The average marketing stack includes up to 17 distinct technologies, according to Signal. Yowsa. No wonder integration is a big pain point for most marketing teams. No wonder martech is a hot investment area. No wonder our heads hurt.
Technology is taking over marketing. Let me hear you say, AUTO! Let me hear you say, “AUTO-MATE.” I’m a devoted fan of technology that improves marketers’ productivity while enabling a more fabulous and satisfying user experience. But let’s not let all this technology go to our heads.
Technology is still a tool. And so strategy and content and creativity still need to be in the driver’s seat. You can’t buy the right technology if you don’t have a clear idea of what you need to accomplish. I had this conversation with a client this week — where we kept getting distracted by bright shiny objects (AKA: sales pitches from technology vendors), instead of focusing on what experiences we wanted to create for the customer. Once we hunkered down and really focused on the customer experience, the technology needs became obvious and much more attainable.

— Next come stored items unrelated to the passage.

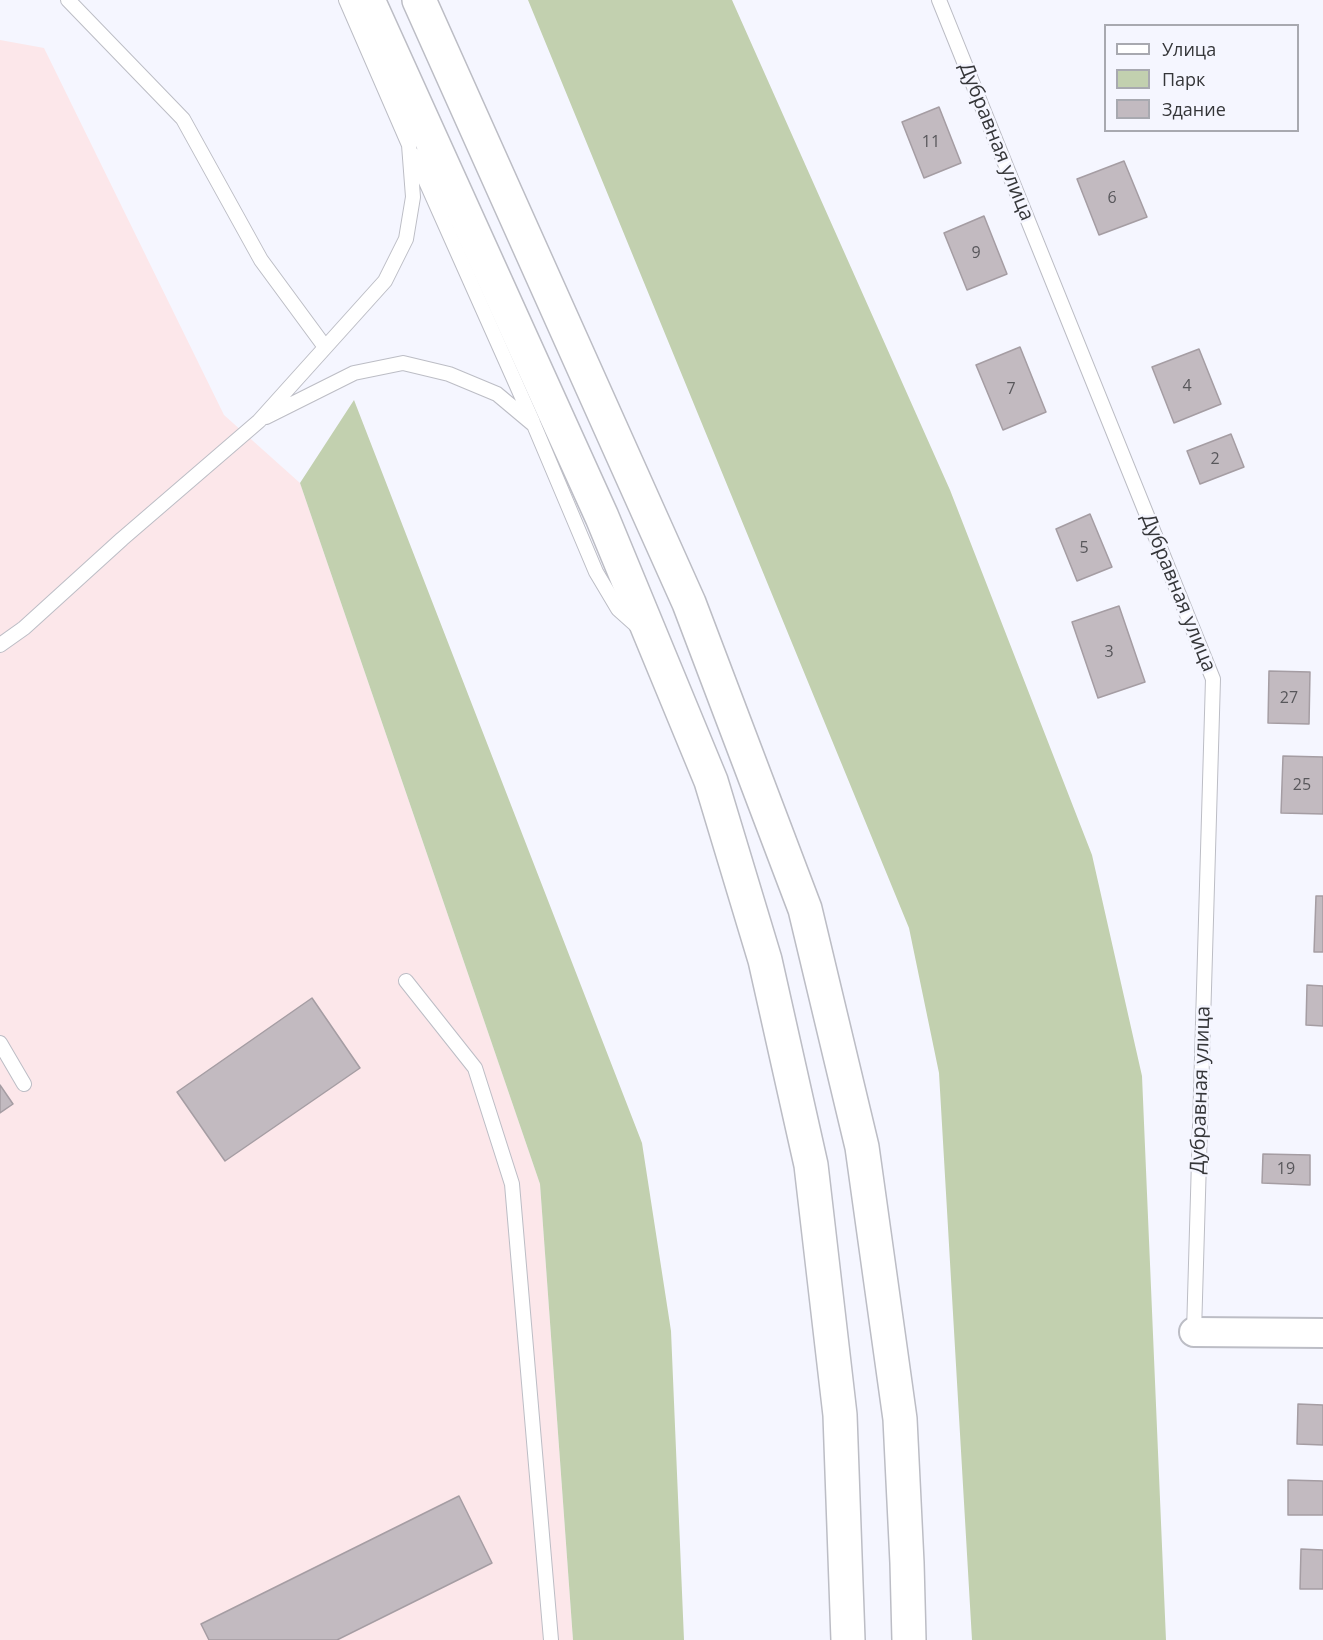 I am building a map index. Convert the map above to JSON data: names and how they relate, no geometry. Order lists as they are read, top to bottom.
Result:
{
  "streets": {
    "lane": ["Дубравная улица"]
  },
  "house_numbers": [
    "11",
    "6",
    "9",
    "4",
    "7",
    "2",
    "5",
    "3",
    "27",
    "25",
    "19"
  ],
  "legend": ["Улица", "Парк", "Здание"]
}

And yes, we did agree that we’d set aside some budget to test some wild and crazy ideas. Because that is often where the best new experiences come from — ideas that customers didn’t know to ask about.
Once you have that customer-focused objective in mind, the fun begins. Learning about all of the technologies available to modern marketing leaders is a feat in itself, but understanding how each technology maps to the goals of the marketing organization is even more challenging. It’s a little bit like trying to solve a jigsaw puzzle with a pure white (blank) picture. There are very few visual cues as to what fits together when and how … you need a deep understanding of technology — or an internal or external advisor you really trust to be looking out for you.
Your business strategy will set the expectation about what is being built, and a marketing technology strategy will provide clear outlines of the necessary steps to accomplish the work.
I find the chicken and egg problem appears at two levels.
- Which Comes First? First, is the strategy borne of what technology is already in house? That could be a good starting point, and usually the best place to start for a proof of concept. Of course, buying technology is also a poor way to figure out your strategy. Yet, too often, we hear about a new feature or tool, and we want to test the channel without doing the work of considering content development and design, brand alignment, staffing resources and, most importantly, the customer need.
- Best vs. Possible? Second, is the solution we select the best for the customer, or only the best that can be accomplished by the tools we have today? This is always the question when we get suggestions from a technology vendor. I know most will honestly aim to solve the problem in the best way for your business. It’s just that they only have their own tools to work with. It’s a caution for all marketers to watch.
As marketing technologist Scott Brinker aptly says in his ChiefMarTec blog, “No technology is a strategy-in-a box, and no strategy comes with a defined technology bundle.” He visualizes this concept in a Venn diagram, detailing the relationship between marketing, technology and strategy. He claims that where the three meet is the “Most interesting intersection in the world.”